Spiegel und Baumstumpf schienen, auch wenn die gewählten Materialien kaum unterschiedlicher hätten sein können, eine untrennbare Einheit zu bilden: Einerseits passte in formaler Hinsicht die runde Edelstahlscheibe zur runden Oberfläche des abgesägten Pappelstumpfes. Andererseits wurden mit dem Spiegel das Umfeld und die sich darin vollziehenden Veränderungen unmittelbar mit dem Baumrest in Beziehung gesetzt. Baum, Umgebung und Witterung wurden für den Betrachter in einem einzigen Objekt erfahrbar, wodurch die Abhängigkeit voneinander visualisiert wurde. Und auch, dass die auf dem morschen Baumstumpf liegende Spiegelfläche kaum noch reflektierte, erschien im Hinblick auf dieses symbiotische Verhältnis als logische Konsequenz.
VERSPIEGEL ohne Spiegel (Foto: Michael Robionek): Mittlerweile befindet sich keine Edelstahlplatte mehr auf dem Baumstumpf. Somit sind die Reste der Pappel mit den darauf befindlichen Kleberspuren nun wieder ungeschützt der Witterung und somit dem natürlichen Verfall ausgesetzt. Währenddessen hat die runde Metallplatte ihrerseits wieder als Rohstoff wohl über einen Schrotthändler den industriellen Weg zurück zum Wirtschaftskreislauf gefunden.
Zum Künstler
Heinz Jahn studierte Malerei und Bildhauerei an der Akademie Münster.
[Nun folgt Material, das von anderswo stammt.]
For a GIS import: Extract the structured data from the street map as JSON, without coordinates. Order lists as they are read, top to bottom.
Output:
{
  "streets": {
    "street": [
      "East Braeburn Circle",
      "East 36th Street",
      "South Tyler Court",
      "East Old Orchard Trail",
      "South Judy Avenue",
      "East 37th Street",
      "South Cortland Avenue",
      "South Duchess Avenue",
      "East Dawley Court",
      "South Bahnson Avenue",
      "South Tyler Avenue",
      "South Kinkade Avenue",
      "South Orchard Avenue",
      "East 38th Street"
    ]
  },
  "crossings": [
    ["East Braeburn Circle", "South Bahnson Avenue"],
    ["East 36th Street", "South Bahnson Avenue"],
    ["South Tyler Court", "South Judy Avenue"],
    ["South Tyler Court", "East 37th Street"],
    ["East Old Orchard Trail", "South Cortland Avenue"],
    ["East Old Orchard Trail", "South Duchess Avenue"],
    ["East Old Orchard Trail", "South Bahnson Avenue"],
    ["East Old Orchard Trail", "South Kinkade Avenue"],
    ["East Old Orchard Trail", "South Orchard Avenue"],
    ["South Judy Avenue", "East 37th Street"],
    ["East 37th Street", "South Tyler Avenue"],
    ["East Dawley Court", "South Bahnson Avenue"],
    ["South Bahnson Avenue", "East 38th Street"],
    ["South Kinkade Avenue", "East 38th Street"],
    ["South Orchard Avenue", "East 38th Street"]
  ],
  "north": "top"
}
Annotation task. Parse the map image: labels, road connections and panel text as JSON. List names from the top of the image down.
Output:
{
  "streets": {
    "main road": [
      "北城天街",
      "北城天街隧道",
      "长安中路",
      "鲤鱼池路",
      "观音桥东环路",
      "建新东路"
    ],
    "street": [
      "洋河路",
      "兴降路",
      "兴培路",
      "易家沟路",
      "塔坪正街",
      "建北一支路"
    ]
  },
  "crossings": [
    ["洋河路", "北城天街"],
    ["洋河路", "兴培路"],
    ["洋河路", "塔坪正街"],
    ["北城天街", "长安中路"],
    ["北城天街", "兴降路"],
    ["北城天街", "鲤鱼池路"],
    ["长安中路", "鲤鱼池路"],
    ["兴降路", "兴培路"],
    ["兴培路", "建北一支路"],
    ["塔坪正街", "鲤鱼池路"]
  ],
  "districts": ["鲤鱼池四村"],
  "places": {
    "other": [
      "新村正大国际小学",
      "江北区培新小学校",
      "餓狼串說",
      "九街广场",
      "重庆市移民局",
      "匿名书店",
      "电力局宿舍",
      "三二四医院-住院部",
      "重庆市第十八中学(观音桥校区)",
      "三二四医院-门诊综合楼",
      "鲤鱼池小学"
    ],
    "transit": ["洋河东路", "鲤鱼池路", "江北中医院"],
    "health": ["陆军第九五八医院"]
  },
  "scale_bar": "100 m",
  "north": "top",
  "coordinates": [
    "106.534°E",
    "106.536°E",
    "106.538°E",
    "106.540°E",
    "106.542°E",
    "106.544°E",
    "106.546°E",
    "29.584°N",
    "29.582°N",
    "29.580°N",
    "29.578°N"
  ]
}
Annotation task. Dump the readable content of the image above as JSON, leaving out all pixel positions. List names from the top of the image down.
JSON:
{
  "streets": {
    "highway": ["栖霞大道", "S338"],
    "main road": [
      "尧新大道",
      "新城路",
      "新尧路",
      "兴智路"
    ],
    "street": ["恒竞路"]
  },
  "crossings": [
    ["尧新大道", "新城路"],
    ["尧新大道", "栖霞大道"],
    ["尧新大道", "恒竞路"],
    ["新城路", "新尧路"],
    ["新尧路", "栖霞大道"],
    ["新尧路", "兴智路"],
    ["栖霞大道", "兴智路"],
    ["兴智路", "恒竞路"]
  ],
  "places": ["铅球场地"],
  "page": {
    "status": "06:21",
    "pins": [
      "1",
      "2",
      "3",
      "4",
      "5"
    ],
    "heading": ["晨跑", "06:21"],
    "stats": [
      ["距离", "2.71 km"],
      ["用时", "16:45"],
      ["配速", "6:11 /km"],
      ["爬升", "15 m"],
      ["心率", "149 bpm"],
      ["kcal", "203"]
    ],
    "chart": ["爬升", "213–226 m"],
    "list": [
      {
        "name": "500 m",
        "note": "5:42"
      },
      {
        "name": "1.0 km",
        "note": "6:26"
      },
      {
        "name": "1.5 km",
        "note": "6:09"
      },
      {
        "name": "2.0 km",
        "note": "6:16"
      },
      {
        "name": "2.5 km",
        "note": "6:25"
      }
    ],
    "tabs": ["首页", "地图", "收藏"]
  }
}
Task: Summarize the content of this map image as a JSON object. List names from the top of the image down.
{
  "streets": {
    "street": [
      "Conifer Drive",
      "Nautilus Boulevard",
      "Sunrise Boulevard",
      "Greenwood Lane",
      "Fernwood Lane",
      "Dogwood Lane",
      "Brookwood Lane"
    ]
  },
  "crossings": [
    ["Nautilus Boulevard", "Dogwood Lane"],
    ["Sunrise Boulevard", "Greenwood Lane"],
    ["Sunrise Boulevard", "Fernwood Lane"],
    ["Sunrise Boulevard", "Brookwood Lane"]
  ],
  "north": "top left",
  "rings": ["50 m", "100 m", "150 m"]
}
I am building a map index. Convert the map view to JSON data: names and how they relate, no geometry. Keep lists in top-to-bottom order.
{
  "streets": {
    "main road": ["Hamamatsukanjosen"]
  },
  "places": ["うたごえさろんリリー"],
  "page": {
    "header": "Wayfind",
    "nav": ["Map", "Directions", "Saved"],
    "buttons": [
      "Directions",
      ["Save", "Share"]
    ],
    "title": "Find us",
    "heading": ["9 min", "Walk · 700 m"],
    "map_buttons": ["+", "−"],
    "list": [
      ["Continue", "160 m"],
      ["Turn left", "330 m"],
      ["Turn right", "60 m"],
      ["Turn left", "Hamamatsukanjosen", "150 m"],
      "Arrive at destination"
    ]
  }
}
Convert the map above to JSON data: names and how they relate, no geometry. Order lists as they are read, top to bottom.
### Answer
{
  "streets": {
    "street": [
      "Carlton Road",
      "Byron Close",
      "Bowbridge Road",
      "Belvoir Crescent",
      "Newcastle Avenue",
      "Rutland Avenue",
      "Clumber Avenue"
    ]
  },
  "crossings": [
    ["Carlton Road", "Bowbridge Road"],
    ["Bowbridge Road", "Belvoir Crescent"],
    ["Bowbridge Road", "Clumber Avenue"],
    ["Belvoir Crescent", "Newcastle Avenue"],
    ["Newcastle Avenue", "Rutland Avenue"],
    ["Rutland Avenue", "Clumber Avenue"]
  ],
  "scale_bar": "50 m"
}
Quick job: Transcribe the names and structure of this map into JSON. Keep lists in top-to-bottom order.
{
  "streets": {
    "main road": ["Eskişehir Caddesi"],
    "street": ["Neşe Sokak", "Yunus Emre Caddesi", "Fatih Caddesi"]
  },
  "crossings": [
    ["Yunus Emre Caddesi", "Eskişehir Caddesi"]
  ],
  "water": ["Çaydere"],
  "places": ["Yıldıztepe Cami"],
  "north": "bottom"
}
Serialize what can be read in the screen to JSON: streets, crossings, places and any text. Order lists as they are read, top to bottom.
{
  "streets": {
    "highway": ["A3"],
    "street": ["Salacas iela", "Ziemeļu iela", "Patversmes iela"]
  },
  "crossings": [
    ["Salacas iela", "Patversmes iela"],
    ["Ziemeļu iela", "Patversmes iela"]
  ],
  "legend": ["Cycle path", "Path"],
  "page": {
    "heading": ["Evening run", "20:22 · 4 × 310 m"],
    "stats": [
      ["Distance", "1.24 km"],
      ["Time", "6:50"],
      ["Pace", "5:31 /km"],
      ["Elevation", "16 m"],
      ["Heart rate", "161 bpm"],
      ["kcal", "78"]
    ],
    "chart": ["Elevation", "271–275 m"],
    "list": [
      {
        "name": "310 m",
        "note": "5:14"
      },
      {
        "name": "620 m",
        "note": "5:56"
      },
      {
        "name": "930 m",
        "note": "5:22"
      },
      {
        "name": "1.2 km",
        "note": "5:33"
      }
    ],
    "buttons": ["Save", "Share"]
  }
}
Seit den achtziger Jahren ist der mittlerweile in der Dordogne (Südfrankreich) und Hamburg lebende Künstler auf zahlreichen Ausstellungen in Deutschland und in der Schweiz vertreten.
Hintergrund
Heinz Jahn schuf die zweite Baumskulptur für das 1993 vom Kunstverein Gelsenkirchen ins Leben gerufene und sich seither sukzessive weiterentwickelnde Projekt „Kunst am Baum“. Wie bei der sogenannten „Kunst am Bau“ wird hier der museale Rahmen verlassen und der öffentliche Raum gesucht, um zufällige Begegnungen mit Kunst zu ermöglichen.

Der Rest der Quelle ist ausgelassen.